Why is this Japanese company offering their nonsmoking employees paid leaves?

  • Why is this Japanese company offering their nonsmoking employees paid leaves?

Why is this Japanese company offering their nonsmoking employees paid leaves?

It is up to the employer to put in place their rules about smoking at work.

So far, 30 of the company's 120 employees have taken advantage of the scheme. The situation was compounded by the fact that smokers often ventured down from the company's office on the 29th floor to a smoking area in the basement.

But according to a survey by Expedia Japan in conducted 2015, the average Japanese worker used only 39 percent of their annual paid leave.

Some employees smoke several times a day which led to complaints, but given that much of the conversations during these breaks are related to work, the company decided it would be better to compensate non-smokers, instead of taking action against those who smoke.
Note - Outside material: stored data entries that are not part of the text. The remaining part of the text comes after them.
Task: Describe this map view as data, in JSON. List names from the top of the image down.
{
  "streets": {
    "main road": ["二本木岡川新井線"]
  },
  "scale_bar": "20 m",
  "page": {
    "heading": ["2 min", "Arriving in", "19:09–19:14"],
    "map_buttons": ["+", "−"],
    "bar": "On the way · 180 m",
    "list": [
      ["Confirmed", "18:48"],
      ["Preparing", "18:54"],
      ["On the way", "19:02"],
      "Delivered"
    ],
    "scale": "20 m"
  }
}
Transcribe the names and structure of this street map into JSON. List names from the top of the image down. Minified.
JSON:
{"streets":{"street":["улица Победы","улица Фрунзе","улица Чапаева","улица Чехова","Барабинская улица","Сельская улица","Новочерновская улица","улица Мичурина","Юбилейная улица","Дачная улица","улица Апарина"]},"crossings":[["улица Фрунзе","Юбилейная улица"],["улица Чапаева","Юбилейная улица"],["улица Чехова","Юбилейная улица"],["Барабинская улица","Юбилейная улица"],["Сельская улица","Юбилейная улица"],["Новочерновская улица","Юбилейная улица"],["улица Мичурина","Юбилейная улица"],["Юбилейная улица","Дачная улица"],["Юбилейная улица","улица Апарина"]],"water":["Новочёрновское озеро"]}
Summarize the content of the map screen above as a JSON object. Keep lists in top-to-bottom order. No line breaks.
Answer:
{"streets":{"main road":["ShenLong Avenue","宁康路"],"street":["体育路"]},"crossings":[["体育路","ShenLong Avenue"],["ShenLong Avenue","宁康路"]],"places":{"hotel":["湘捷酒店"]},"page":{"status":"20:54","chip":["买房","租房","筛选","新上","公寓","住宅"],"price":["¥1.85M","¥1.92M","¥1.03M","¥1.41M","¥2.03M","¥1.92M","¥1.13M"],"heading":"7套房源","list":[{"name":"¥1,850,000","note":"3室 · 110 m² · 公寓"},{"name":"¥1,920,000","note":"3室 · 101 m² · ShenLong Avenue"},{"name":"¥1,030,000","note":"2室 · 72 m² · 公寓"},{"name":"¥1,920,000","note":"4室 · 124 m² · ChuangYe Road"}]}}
Since the start of the programme on September 1, four employees out of 42 smokers have kicked the habit.

A smoker in Tokyo.

"As the country that introduced the smoking ban we should encourage Irish based companies to do the same".

"I hope to encourage employees to quit smoking through incentives rather than penalties or coercion", Piala Inc.

Around 21.7 percent of adults smoke cigarettes, according to the World Health Organization. The company, after investigating, agreed-and CEO Takao Asuka set the new policy.

Now, all non-smoking staff at the company will be given an additional six days' worth of holidays each year.

"Moves to quit smoking have spread among staff working under my supervision", he said. These initiatives appear to be an attempt to "tidy up" the Japanese capital ahead of the 2020 Summer Olympics, which Tokyo will be hosting.

A man smokes at an "izakaya" restaurant or pub in Tokyo, Japan March 15, 2017.